Data extracts START

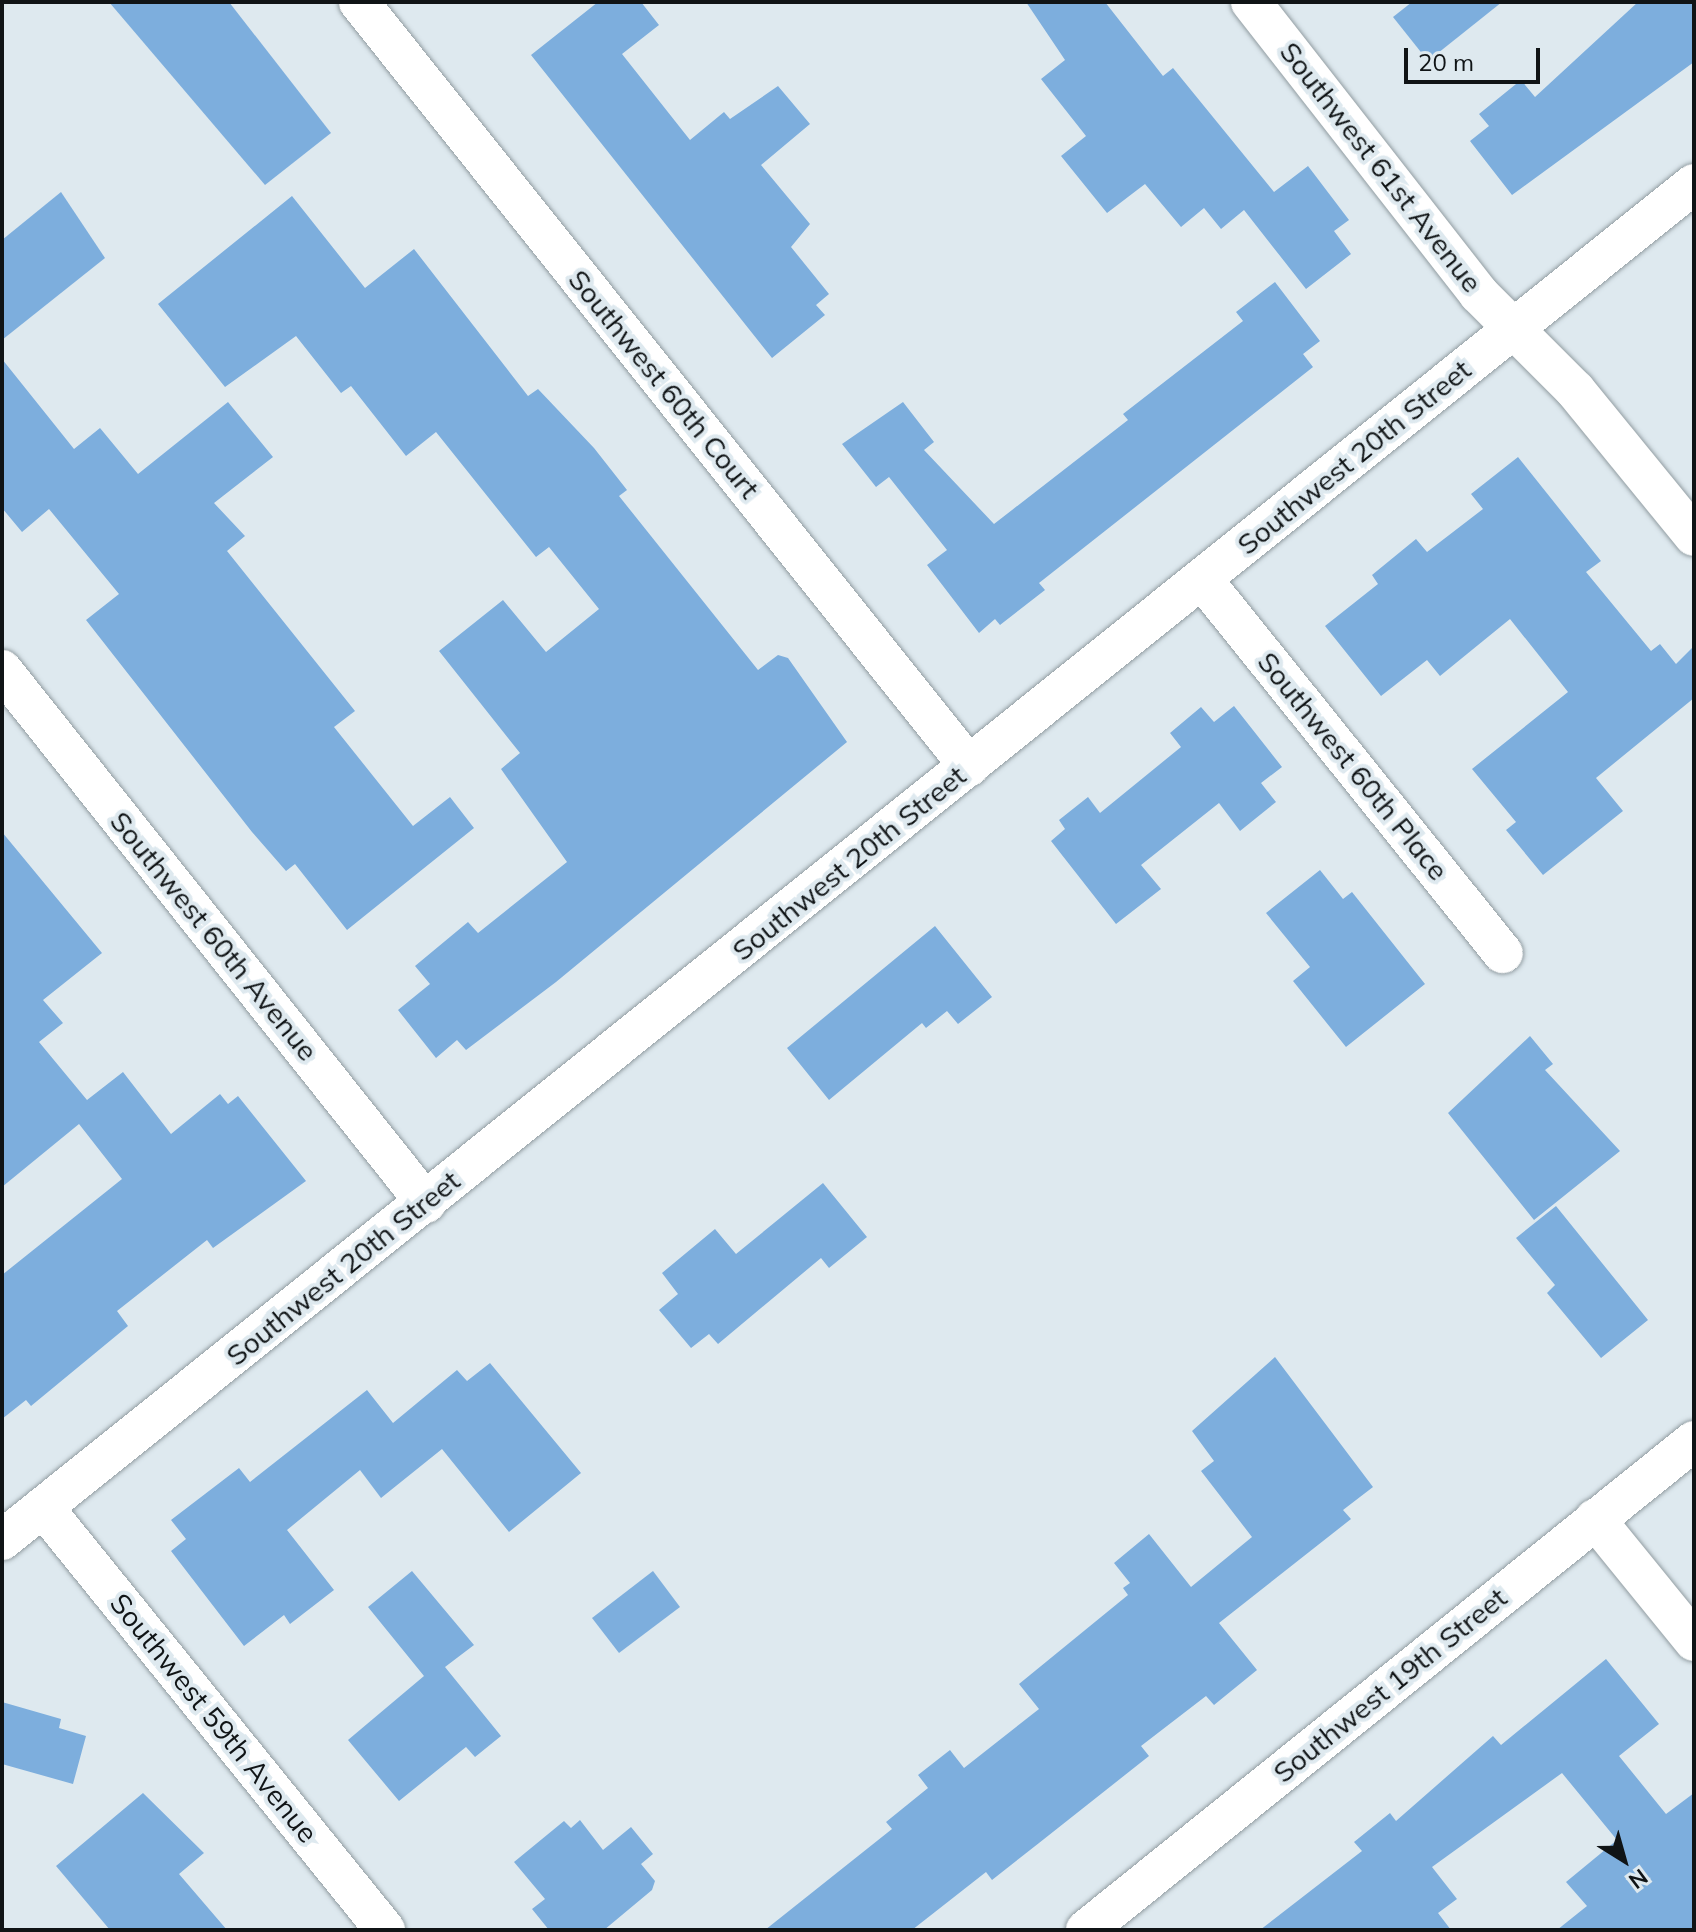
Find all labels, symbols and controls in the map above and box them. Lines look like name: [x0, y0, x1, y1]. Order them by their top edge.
scale bar: [1408, 32, 1544, 82]
street label: Southwest 61st Avenue: [1273, 35, 1489, 299]
text: 20 m: [1418, 47, 1474, 77]
street label: Southwest 60th Court: [562, 263, 766, 505]
street label: Southwest 20th Street: [1231, 353, 1477, 561]
street label: Southwest 60th Place: [1251, 645, 1455, 887]
street label: Southwest 20th Street: [726, 759, 972, 967]
street label: Southwest 60th Avenue: [103, 805, 325, 1067]
street label: Southwest 20th Street: [220, 1164, 466, 1372]
street label: Southwest 19th Street: [1267, 1581, 1513, 1789]
street label: Southwest 59th Avenue: [103, 1587, 325, 1849]
north arrow: [1584, 1820, 1664, 1900]
text: N: [1623, 1863, 1654, 1895]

Data extracts END

Everything in the records goes into your answer exactly, except the pictures.

**Exercise response**:
Find all labels, symbols and controls in the map above and box them. Lines look like name: [x0, y0, x1, y1]. Order them by their top edge.
scale bar: [1408, 32, 1544, 82]
street label: Southwest 61st Avenue: [1273, 35, 1489, 299]
text: 20 m: [1418, 47, 1474, 77]
street label: Southwest 60th Court: [562, 263, 766, 505]
street label: Southwest 20th Street: [1231, 353, 1477, 561]
street label: Southwest 60th Place: [1251, 645, 1455, 887]
street label: Southwest 20th Street: [726, 759, 972, 967]
street label: Southwest 60th Avenue: [103, 805, 325, 1067]
street label: Southwest 20th Street: [220, 1164, 466, 1372]
street label: Southwest 19th Street: [1267, 1581, 1513, 1789]
street label: Southwest 59th Avenue: [103, 1587, 325, 1849]
north arrow: [1584, 1820, 1664, 1900]
text: N: [1623, 1863, 1654, 1895]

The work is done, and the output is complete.